- EXERCISE DIRECTIONS
The answer must consist of each line below that holds the word "lists", copied as it stands.

- RECORD EXCERPTS
═══
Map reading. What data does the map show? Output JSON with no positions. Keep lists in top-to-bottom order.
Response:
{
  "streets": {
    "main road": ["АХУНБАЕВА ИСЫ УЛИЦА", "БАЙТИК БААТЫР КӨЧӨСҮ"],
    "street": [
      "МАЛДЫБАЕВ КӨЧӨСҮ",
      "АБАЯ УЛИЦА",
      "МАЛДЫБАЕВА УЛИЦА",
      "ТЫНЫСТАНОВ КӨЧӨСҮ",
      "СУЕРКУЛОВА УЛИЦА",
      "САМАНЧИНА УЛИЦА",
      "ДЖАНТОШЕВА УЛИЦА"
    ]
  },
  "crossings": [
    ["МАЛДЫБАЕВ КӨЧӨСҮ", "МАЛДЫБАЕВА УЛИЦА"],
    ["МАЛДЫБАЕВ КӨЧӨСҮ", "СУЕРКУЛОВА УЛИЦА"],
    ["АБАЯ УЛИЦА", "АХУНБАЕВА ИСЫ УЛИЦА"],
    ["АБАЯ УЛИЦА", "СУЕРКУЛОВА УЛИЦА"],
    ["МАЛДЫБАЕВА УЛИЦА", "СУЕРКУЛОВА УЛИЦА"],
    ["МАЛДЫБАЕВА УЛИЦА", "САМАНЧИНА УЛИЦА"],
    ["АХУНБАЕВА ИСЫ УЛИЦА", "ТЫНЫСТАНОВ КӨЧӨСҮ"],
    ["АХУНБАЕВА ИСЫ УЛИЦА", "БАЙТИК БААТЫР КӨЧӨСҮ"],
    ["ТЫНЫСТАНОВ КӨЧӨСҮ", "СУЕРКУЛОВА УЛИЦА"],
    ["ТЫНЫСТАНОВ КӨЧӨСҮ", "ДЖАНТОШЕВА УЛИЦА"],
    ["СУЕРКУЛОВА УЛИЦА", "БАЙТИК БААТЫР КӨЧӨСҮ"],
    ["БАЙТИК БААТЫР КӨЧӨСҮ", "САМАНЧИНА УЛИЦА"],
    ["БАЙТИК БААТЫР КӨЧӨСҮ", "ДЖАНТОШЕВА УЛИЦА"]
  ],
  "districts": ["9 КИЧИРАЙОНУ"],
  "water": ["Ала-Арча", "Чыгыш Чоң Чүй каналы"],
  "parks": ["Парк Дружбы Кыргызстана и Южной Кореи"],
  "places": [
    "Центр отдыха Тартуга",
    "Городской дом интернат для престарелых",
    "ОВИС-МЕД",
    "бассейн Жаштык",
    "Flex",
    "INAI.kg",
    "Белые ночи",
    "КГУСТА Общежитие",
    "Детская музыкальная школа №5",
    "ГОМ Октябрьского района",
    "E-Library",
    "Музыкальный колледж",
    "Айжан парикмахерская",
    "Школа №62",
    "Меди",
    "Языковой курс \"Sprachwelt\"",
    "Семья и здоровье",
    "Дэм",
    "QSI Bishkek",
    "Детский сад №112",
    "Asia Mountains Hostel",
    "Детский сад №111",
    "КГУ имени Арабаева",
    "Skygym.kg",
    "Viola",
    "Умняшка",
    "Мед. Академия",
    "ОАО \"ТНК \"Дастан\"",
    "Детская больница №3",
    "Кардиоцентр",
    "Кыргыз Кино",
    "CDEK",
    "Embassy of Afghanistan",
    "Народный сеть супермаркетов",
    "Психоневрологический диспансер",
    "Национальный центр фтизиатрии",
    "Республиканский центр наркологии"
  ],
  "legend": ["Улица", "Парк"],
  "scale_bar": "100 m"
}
═══
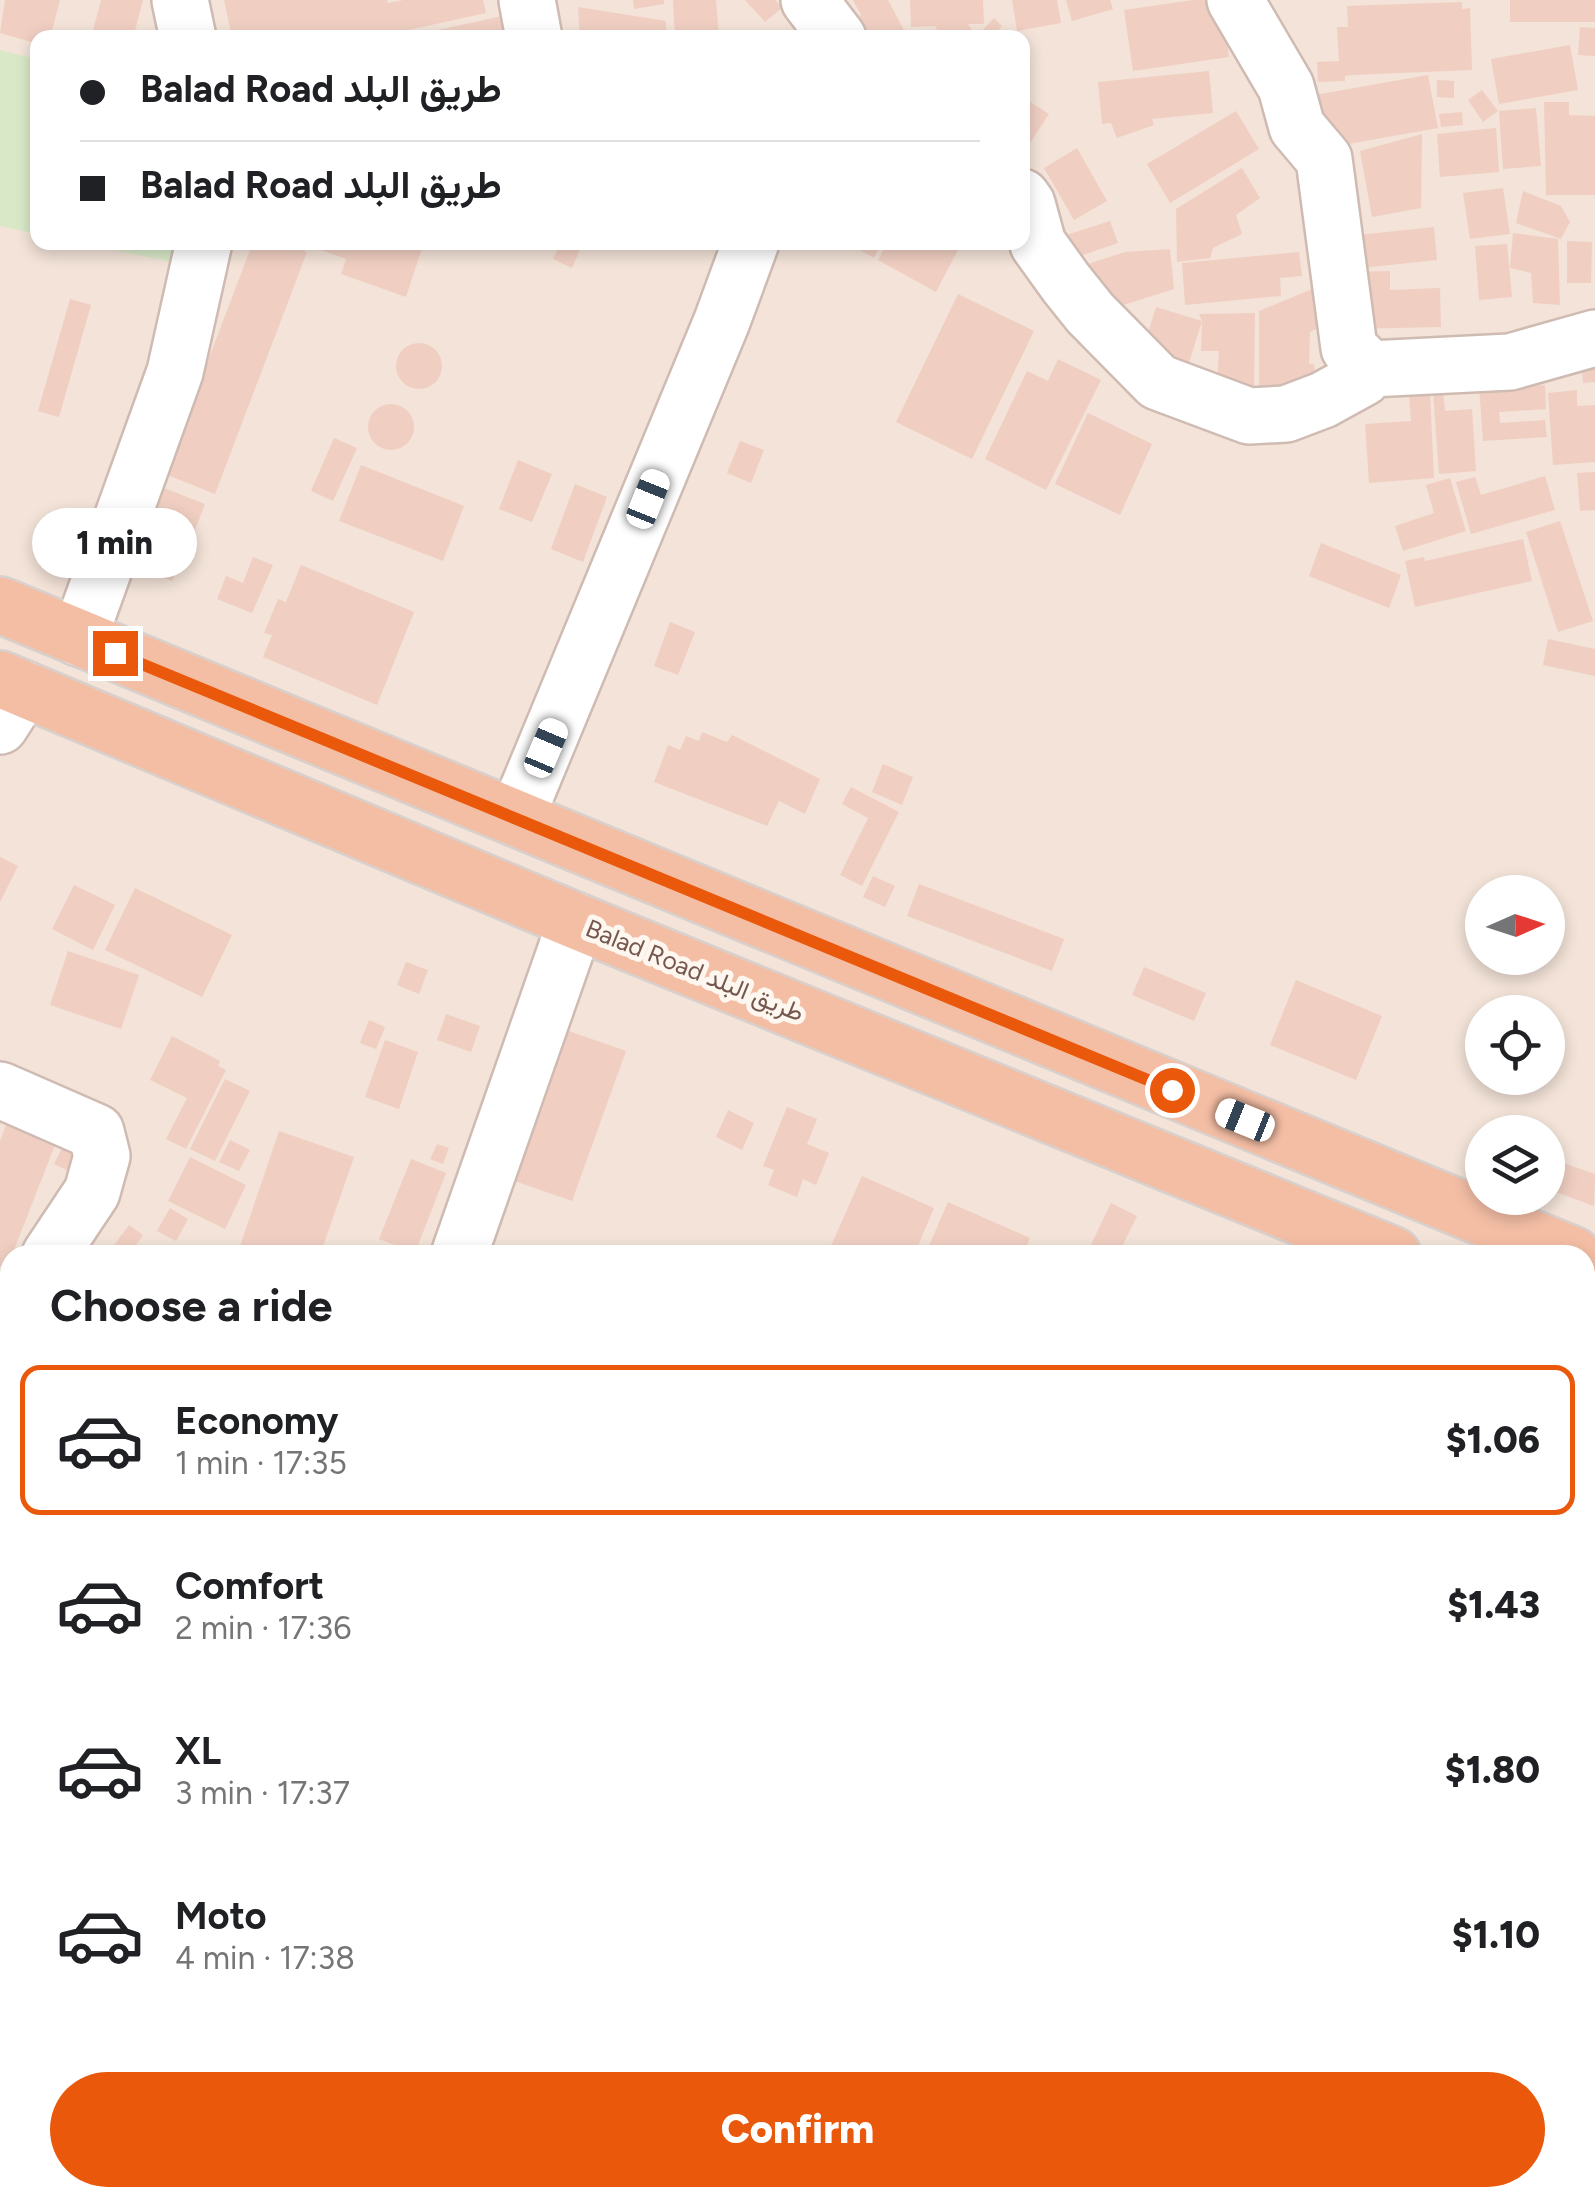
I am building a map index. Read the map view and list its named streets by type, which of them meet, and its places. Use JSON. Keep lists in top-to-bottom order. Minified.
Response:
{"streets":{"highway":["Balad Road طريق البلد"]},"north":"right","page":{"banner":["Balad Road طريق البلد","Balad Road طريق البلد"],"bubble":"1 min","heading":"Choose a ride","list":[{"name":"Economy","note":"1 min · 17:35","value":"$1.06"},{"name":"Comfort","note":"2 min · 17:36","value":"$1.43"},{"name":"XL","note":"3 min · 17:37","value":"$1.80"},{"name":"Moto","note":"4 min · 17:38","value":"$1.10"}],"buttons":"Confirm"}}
═══
- WORKED SOLUTION
Map reading. What data does the map show? Output JSON with no positions. Keep lists in top-to-bottom order.
I am building a map index. Read the map view and list its named streets by type, which of them meet, and its places. Use JSON. Keep lists in top-to-bottom order. Minified.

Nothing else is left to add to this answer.